Chapter 10
TEN
GRIM
I leaned over the railing, watching the club below. Gemma was getting too drunk. She swayed, laughing too hard and leaning on her friends. My eyes dropped to her lips, bitten and red. She always chewed them when she was high.
“Please tell me I didn’t see you dancing with Gemma Crowne.”
Shit.
I glanced at Lock from the corner of my eye.

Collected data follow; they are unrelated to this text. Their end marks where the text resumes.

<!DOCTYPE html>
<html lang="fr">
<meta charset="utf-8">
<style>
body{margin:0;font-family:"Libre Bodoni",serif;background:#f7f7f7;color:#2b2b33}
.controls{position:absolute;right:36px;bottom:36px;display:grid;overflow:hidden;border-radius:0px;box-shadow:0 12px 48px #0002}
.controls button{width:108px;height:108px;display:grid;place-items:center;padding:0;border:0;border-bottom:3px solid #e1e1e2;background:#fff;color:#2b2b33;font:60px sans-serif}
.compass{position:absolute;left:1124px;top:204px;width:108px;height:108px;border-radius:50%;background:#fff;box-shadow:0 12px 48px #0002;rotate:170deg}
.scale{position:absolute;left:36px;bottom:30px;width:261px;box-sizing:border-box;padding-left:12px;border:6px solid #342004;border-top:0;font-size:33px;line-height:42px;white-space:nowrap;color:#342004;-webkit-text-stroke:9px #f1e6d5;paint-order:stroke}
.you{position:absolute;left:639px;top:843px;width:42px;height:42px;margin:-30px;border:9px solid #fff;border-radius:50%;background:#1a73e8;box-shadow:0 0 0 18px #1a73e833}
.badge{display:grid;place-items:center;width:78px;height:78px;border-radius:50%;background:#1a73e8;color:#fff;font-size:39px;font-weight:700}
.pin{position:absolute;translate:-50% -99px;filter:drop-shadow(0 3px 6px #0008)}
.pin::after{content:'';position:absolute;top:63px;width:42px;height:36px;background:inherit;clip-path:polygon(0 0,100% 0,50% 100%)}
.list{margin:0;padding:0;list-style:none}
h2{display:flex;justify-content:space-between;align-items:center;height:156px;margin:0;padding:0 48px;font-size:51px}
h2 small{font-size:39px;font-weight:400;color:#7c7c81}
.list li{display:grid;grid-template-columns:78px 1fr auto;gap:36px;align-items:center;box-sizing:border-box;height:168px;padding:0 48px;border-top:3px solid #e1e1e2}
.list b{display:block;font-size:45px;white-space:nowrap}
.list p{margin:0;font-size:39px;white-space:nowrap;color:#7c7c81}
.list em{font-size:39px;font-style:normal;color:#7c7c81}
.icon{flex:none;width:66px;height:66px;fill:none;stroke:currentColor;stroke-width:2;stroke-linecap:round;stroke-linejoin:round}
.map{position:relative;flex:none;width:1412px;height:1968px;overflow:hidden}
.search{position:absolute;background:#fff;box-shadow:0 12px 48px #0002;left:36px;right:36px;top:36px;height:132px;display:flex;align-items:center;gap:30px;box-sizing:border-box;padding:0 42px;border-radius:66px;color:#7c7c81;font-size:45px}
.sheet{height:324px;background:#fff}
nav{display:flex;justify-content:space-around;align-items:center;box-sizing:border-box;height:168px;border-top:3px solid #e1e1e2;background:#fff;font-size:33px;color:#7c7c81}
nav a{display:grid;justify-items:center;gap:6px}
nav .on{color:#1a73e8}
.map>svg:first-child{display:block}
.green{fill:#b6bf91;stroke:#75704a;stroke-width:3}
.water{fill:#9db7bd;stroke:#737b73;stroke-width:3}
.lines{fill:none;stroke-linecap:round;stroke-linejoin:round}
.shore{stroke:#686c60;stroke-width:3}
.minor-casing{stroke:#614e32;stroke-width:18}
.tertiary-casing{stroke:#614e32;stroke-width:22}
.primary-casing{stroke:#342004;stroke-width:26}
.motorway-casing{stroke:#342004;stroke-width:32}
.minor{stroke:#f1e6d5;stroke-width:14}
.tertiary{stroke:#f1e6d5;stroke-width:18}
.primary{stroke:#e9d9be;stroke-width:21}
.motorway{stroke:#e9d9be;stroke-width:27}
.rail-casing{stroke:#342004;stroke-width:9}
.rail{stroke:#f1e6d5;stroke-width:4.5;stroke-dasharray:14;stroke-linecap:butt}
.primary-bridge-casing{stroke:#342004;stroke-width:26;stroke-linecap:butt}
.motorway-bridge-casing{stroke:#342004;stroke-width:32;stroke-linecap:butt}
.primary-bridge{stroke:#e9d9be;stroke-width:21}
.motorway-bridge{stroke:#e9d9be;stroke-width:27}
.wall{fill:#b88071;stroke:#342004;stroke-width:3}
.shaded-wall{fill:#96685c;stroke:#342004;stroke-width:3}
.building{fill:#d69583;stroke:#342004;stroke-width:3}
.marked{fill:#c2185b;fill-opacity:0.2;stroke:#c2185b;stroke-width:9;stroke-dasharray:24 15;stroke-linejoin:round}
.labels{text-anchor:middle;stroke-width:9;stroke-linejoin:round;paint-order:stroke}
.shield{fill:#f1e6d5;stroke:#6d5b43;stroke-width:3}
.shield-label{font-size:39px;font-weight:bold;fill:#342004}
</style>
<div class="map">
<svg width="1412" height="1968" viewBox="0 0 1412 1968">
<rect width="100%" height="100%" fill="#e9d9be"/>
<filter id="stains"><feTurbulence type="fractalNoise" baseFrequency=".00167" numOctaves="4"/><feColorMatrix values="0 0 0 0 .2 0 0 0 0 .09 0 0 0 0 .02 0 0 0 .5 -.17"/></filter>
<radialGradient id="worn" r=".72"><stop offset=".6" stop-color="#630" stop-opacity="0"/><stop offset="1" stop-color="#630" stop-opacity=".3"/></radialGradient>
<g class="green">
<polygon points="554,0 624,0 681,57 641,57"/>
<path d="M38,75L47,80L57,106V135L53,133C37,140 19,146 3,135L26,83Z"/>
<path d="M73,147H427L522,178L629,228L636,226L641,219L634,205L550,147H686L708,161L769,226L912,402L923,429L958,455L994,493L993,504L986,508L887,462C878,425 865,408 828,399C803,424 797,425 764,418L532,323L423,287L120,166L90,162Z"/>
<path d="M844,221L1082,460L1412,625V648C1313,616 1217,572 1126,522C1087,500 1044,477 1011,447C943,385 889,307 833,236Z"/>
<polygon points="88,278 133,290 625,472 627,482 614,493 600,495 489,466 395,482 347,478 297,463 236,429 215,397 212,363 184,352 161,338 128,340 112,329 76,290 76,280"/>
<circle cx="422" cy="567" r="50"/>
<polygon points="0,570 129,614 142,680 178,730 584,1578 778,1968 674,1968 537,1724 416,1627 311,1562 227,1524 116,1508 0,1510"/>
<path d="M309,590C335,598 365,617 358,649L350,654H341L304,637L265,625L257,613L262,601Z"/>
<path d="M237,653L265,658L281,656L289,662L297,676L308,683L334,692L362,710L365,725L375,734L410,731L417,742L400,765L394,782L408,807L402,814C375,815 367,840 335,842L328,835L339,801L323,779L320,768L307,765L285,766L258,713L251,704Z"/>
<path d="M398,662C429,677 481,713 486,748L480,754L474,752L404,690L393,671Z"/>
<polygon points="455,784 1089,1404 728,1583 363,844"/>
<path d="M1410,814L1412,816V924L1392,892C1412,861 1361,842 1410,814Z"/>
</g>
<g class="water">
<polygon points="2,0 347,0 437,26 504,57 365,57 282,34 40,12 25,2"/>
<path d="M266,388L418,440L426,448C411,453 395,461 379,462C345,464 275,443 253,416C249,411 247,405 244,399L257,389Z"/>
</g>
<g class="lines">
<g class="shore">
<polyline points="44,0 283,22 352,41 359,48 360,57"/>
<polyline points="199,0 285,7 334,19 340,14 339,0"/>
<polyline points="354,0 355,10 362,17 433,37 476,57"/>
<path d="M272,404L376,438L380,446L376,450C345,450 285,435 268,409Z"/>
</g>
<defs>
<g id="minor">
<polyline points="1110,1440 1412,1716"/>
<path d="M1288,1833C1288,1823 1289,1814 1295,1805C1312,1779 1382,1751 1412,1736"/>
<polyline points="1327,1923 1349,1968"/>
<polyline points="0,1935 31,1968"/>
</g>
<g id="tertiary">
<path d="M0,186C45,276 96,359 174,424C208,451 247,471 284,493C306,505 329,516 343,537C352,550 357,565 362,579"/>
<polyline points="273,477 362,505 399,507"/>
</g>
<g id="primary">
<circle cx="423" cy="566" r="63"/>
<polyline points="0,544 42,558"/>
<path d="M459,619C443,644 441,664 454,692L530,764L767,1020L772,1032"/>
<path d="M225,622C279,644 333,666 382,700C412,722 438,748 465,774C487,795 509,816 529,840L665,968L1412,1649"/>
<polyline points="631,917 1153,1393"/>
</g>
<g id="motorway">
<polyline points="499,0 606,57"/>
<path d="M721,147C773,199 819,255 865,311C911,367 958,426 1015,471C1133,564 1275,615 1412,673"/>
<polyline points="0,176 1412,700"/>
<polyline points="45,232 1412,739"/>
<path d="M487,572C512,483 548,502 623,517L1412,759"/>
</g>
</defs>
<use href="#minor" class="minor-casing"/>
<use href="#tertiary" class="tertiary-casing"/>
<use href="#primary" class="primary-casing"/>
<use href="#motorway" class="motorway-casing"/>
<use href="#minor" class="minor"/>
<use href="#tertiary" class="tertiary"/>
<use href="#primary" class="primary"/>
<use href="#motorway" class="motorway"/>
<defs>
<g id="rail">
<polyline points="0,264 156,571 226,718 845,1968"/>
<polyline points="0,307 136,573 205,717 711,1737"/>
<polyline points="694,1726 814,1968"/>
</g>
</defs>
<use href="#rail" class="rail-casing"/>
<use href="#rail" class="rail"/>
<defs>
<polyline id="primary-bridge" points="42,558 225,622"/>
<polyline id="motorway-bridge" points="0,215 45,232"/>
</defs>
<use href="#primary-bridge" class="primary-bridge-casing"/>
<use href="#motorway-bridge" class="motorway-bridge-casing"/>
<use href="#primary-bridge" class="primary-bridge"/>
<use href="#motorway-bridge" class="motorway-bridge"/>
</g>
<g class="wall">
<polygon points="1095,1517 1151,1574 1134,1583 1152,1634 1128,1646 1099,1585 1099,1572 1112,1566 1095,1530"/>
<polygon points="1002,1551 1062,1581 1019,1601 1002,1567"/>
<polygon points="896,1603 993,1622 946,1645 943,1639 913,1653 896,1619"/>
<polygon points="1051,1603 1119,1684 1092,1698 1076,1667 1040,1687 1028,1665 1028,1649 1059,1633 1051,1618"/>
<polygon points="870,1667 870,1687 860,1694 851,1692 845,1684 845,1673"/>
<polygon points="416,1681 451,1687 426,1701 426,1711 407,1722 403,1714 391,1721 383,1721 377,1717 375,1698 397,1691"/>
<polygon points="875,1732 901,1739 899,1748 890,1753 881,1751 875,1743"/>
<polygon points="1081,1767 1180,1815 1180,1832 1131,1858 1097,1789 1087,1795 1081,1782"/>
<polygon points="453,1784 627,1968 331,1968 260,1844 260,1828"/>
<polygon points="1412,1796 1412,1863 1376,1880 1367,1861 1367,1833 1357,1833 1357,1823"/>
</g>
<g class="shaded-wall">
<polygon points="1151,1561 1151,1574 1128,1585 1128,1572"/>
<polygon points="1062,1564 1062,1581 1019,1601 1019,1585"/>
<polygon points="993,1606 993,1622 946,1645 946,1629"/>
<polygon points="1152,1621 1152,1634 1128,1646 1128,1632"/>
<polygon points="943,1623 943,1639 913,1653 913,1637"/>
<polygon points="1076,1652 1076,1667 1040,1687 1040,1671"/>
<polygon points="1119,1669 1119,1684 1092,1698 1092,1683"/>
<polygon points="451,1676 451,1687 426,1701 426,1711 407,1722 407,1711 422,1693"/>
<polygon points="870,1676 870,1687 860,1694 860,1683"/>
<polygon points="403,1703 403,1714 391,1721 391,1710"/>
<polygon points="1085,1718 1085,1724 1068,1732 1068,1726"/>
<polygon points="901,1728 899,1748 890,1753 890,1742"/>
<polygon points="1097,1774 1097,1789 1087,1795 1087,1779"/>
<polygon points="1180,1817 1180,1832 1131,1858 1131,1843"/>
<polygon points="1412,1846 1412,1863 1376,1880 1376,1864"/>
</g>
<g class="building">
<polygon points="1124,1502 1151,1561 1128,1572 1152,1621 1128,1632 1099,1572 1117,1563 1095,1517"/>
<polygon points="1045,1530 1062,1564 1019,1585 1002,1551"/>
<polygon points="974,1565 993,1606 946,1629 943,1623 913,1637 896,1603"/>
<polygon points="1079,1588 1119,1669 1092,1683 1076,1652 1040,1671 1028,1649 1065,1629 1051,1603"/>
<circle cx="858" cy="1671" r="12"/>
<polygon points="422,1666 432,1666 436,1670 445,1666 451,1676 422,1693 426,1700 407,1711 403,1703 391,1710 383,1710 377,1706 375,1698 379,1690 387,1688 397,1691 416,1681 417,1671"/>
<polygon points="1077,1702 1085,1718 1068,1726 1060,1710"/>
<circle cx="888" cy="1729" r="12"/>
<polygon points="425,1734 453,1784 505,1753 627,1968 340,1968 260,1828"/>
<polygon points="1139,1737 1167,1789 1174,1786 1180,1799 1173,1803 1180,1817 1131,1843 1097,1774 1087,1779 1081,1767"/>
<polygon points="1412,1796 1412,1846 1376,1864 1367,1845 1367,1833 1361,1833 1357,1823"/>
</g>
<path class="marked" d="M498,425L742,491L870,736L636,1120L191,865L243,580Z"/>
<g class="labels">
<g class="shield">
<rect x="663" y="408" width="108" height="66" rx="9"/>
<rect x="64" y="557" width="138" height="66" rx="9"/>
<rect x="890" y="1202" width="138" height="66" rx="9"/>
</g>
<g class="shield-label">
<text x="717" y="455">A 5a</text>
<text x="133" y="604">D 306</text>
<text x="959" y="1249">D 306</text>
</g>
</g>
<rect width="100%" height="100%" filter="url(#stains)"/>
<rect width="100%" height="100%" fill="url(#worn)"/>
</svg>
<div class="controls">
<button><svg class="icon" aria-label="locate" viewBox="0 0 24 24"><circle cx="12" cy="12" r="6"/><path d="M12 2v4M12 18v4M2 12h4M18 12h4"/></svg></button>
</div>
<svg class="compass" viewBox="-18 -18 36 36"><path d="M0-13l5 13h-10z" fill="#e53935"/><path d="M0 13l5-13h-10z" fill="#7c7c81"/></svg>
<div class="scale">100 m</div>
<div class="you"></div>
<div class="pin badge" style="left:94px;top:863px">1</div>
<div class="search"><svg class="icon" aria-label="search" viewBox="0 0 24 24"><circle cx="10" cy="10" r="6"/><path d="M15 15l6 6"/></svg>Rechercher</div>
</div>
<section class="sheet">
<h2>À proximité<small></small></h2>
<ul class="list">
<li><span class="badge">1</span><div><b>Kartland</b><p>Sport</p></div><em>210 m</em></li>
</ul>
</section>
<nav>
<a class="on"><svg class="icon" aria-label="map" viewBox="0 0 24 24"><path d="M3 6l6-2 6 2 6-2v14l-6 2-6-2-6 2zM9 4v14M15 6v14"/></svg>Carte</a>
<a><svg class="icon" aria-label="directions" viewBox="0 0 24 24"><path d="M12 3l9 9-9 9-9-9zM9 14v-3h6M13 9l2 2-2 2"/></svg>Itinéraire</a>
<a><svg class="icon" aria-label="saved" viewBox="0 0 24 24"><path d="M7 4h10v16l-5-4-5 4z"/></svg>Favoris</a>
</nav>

He stood next to me, brows drawn, jaw tight.
Lock was the tallest of us, and we were all pretty fucking tall—except Wraith, whose short stature worked for his line of work.
Lock was also the most empathetic of us.
Where we were all like too much scar tissue, hardened and callous, Lock still had some humanity left. Could be why he got so much ass.
I rubbed my jaw. “Didn’t know I was being watched.”
“She’s America’s Princess. Her life is splashed across magazines. She thrives under a microscope, and our survival depends on the shadows.”
I turned away from Gemma falling drunk into her private booth, and leaned against the railing, eyes on Lock.
The piercings in his lip and brow glinted in the club light.
On the surface there wasn’t much that connected Lock, Raze, Wraith, and me.
Not our taste in music or women, not the type of clothes we bought or the media we consumed.
But, like me, he had the misfortune of being born in Crowne Point. Crowne Point was the wealthiest city in America, which meant it was also the most corrupt. Growing up as a poor kid with no family meant you were either a charity case or something to exploit—usually both.
I’d known Lock longer than my other brothers. Before we were inked, just two kids playing with broken toy trucks while our parents got high in the next room. Which was probably why he saw through me the best.
“You never should have taken her contract,” Lock continued. “Then you took her brother’s.”
“You think I don’t fucking know that?” I growled.
I knew I wasn’t pissed that he was calling me out. I was pissed that he was right. Loyalty, trust, ride or die—these were things we didn’t have growing up. You didn’t become like us by having a perfect childhood.
So we became the family we didn’t have. We built an empire on blood and blackmail. What I did with Gemma undermined everything the Horsemen and I stood for.
I should have let her die that day. I definitely shouldn’t have let it last this long.
“In five years she hasn’t done one fucking thing we’ve asked of her without whining,” he said.
“And?”
“And if she were anyone else, if this were any other situation, she’d be dead. I know I don’t need to tell you this, but—”
“So then why are you still talking?”
“But,” Lock emphasized. “Every minute you spend with her puts all of us at risk. Almost a decade of work, man. For what? A dance that meant nothing?”